**WHAT IS REQUIRED:**
Pictures stay out. Extract the lines below from the first one through the line with "width:45px; height:45px; display:grid;", both included.
^^^^
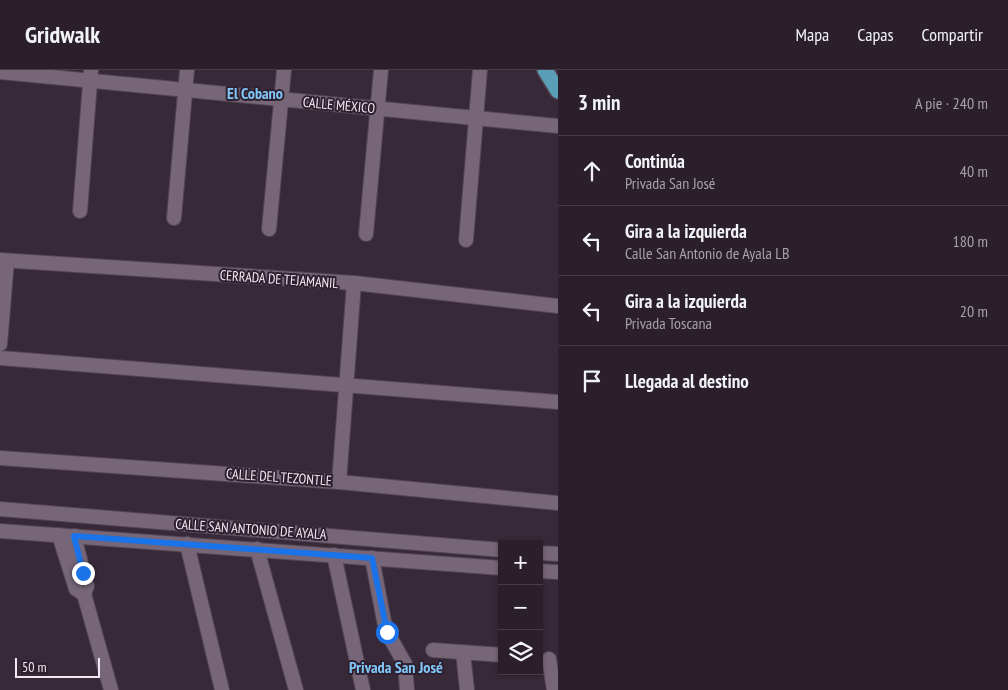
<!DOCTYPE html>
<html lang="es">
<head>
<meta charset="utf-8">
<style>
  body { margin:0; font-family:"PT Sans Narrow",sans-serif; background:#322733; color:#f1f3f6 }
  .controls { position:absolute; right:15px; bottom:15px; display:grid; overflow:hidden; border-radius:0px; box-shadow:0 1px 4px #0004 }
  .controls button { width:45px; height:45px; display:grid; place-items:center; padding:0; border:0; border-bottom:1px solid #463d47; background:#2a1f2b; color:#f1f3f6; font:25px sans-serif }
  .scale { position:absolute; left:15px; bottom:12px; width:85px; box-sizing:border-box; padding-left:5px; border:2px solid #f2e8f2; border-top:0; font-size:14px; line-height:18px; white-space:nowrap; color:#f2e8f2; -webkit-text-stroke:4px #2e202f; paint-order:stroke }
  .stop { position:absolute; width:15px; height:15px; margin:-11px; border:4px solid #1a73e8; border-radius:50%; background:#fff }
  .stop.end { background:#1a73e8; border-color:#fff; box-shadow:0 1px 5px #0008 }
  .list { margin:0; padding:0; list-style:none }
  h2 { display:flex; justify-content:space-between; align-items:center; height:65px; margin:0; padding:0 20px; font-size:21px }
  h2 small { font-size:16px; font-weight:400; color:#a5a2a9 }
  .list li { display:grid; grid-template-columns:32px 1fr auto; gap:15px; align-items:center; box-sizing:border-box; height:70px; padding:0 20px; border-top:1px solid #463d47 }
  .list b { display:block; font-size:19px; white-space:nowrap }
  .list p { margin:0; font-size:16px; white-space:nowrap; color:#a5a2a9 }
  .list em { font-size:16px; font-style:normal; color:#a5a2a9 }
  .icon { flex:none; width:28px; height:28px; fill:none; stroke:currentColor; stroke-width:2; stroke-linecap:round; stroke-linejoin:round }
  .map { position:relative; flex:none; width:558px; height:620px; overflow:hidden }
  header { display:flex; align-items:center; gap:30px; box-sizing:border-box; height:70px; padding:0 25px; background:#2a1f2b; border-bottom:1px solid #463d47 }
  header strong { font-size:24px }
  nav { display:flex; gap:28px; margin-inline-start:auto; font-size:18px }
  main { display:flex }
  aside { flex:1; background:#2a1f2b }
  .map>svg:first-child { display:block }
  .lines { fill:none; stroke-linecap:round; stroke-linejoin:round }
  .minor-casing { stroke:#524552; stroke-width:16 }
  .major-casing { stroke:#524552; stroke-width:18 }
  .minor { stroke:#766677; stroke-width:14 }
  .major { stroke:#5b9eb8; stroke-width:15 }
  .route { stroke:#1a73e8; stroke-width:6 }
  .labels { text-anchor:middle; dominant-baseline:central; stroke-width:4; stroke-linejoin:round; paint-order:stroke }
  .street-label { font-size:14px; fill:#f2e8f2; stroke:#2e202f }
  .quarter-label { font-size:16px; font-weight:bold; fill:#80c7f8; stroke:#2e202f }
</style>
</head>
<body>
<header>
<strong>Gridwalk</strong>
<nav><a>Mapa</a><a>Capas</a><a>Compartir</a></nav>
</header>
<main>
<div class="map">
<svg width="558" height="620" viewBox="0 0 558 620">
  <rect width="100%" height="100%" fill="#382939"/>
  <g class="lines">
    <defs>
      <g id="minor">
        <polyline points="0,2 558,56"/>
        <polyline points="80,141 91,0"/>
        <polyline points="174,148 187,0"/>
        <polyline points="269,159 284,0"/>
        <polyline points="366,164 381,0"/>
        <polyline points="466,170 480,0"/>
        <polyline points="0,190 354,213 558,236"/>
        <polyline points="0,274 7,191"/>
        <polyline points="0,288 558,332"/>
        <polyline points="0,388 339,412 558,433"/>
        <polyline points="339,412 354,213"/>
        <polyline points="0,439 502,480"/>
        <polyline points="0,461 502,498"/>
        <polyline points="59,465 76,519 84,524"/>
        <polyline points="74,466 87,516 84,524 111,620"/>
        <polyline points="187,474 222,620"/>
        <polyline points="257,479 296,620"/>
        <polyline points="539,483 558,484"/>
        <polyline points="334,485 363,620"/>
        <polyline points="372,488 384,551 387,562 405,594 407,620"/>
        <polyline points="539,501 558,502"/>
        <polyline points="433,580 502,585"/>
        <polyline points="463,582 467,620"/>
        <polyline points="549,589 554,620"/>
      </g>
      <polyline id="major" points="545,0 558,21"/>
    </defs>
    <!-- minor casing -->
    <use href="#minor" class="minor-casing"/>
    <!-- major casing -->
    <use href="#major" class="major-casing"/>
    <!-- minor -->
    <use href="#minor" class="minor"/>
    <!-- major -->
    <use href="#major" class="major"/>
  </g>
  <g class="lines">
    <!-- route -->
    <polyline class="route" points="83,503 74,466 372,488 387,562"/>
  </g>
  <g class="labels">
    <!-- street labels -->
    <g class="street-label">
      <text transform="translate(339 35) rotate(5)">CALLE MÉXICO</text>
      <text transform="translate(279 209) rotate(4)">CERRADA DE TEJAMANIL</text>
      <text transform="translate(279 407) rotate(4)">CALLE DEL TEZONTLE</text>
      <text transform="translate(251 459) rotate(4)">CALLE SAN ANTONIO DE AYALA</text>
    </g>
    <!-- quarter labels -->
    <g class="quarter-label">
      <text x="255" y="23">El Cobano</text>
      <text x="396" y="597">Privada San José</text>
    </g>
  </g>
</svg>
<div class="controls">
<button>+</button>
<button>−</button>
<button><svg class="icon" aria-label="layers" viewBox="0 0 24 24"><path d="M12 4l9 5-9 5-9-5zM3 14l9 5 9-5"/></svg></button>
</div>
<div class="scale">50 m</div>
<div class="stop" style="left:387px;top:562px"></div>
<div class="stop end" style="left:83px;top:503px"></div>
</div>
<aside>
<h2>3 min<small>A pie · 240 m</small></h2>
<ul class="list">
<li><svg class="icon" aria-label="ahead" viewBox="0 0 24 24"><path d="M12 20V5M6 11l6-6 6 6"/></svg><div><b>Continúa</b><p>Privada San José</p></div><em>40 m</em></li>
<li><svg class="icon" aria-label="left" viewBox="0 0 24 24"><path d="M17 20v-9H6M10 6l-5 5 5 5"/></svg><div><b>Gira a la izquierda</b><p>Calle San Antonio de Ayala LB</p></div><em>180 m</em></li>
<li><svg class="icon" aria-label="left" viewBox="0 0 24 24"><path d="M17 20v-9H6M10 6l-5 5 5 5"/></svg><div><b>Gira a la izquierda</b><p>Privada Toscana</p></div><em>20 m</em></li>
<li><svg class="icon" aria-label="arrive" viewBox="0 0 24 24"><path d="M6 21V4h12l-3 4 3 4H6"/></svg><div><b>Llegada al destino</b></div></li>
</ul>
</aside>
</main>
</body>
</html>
^^^^
**WRITTEN RESPONSE:**
<!DOCTYPE html>
<html lang="es">
<head>
<meta charset="utf-8">
<style>
  body { margin:0; font-family:"PT Sans Narrow",sans-serif; background:#322733; color:#f1f3f6 }
  .controls { position:absolute; right:15px; bottom:15px; display:grid; overflow:hidden; border-radius:0px; box-shadow:0 1px 4px #0004 }
  .controls button { width:45px; height:45px; display:grid; place-items:center; padding:0; border:0; border-bottom:1px solid #463d47; background:#2a1f2b; color:#f1f3f6; font:25px sans-serif }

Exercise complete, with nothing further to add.